Btrfs vs. OpenZFS: Why Snapshot Space Accounting Is Hard

Both Btrfs and OpenZFS are copy-on-write filesystems with native snapshots. On the surface they look similar. Under the hood, they handle one fundamental question very differently: who owns a block of data, and how do you account for it when snapshots share it?

I ran into this the hard way. Enabling Btrfs quotas on a system with hundreds of snapshots crashed my Kubernetes cluster every hour — reliably, for the same reason, until I figured out what was happening.


The Problem with Btrfs Quotas

Btrfs snapshots work by sharing data blocks between the original subvolume and the snapshot. When you write new data to the original, Btrfs copies the affected block first (copy-on-write), so the snapshot retains the old version. Efficient and fast.

The trouble starts when you ask: how much space does each subvolume or snapshot actually use?

To answer that, Btrfs has to figure out which blocks are referenced exclusively by one subvolume versus shared with others. It does this by walking back-references — following pointers from each block back to all the subvolumes that reference it. With many snapshots (a backup tool like btrbk creates hundreds), this walk becomes expensive.

Btrfs calls this process a qgroup rescan. It runs whenever quotas are enabled or become inconsistent — which happens automatically after snapshot deletions. And it blocks fsync on the entire filesystem while it runs.

On my setup, this rescan took up to 15 minutes. etcd (the key-value store inside MicroShift) requires fsync to confirm writes durably. When fsync stalls for more than 5 seconds, etcd aborts with DeadlineExceeded, the Kubernetes API server hangs, and MicroShift crashes.

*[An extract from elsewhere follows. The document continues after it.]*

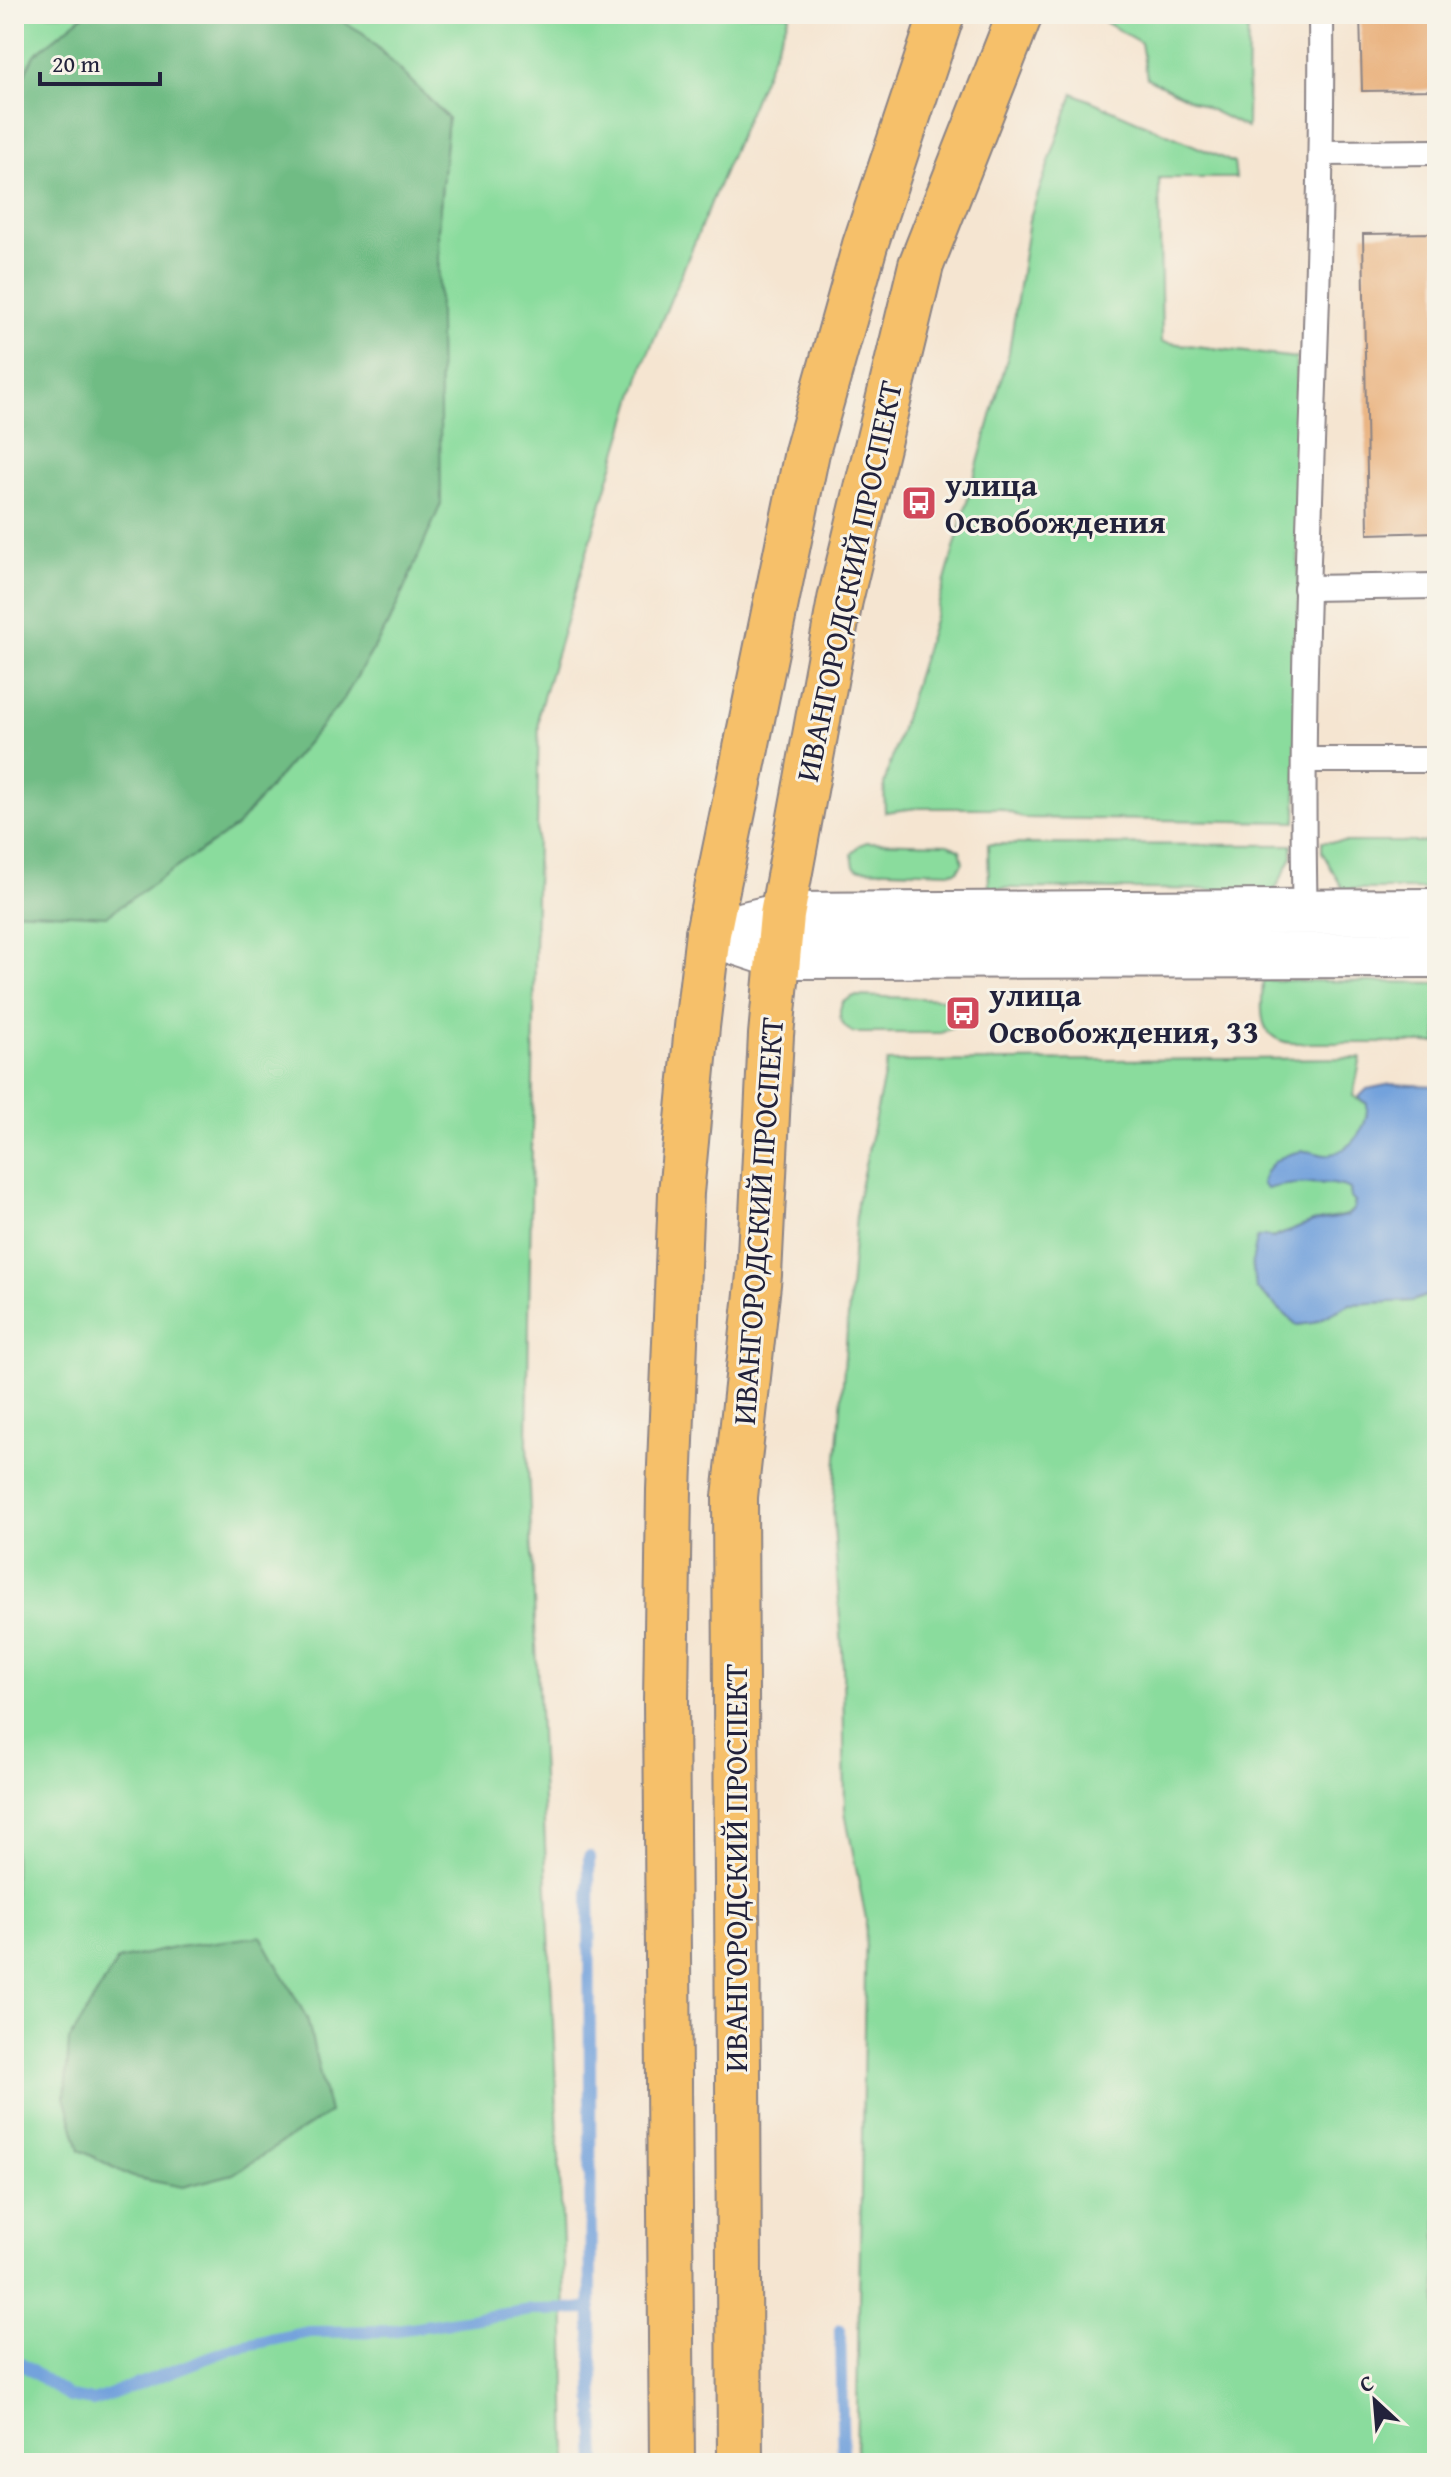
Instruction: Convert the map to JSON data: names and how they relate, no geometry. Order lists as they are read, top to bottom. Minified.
{"streets":{"highway":["ИВАНГОРОДСКИЙ ПРОСПЕКТ"]},"places":{"bus stop":["улица Освобождения","улица Освобождения, 33"]},"scale_bar":"20 m","north":"top left"}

The pattern was unmistakable once I saw it: MicroShift crashed every hour at the same time — exactly 15 minutes after the backup tool’s hourly cleanup run deleted old snapshots.

Fix: btrfs quota disable /


Why ZFS Doesn’t Have This Problem

OpenZFS solves space accounting at the data model level, not retroactively.

Every block written to ZFS carries a birth transaction group (birth_txg) — a timestamp embedded at write time that records which transaction created the block. ZFS knows directly from the block metadata which dataset owns it. No pointer-chasing, no global scan required.

Space accounting is updated atomically as part of every write transaction. The counters are always up to date. There is no “inconsistent” state that needs to be corrected.

When a snapshot is deleted, ZFS needs to figure out which blocks become free. Rather than scanning the whole filesystem, it consults a per-snapshot deadlist — a pre-computed list of blocks that the snapshot exclusively held. Processing the deadlist happens asynchronously in the background. The deletion returns immediately; the space reclamation catches up on its own.

The result: no blocking, no global rescan, no fsync stall.


Comparison

Btrfs full qgroupsBtrfs squotaBtrfs (no quotas)OpenZFS
How ownership is determinedbackref walk (expensive)creator subvolume (O(1))birth_txg (O(1))
When accounting happensretroactively (rescan)inlineinline, atomic
Snapshot deleteblocking rescanno rescanasync deadlist
Numbers always correctno (inconsistent flag)no (snapshots ≈ 0)yes
Safe alongside etcdnoyesyesyes
Snapshot size measurableyesnonoyes

The Btrfs Simple Quota Alternative

Since Linux kernel 6.7, Btrfs offers a second quota mode: simple quotas (squota), enabled with btrfs quota enable --simple /.

Squota takes an approach inspired by ZFS: attribute each extent permanently to the subvolume that first wrote it. Accounting is O(1) per write, no backref walking, no rescan on snapshot deletion.

The trade-off is significant for snapshot-heavy setups: because ownership is “frozen” at creation time, snapshots appear to use almost zero exclusive space — all extents are attributed to the original subvolume they were cloned from. You can’t use squota to answer “how much space are my snapshots consuming?”

For container image layering (where the base image always outlives derived layers), squota works well. For backup-style snapshots of a live system, the numbers are misleading.


Takeaway

Btrfs and ZFS made different architectural choices when they added snapshot support. ZFS designed space accounting into its transaction model from the beginning — every write carries its ownership metadata. Btrfs bolted quota accounting on afterwards, requiring expensive after-the-fact reconstruction.

This isn’t a criticism of Btrfs in general. It’s a mature filesystem with strong compression, subvolume flexibility, and good tooling. But if you’re running a latency-sensitive application like etcd alongside a snapshot-heavy backup strategy, the qgroup rescan behaviour is a real operational constraint worth understanding before you hit it.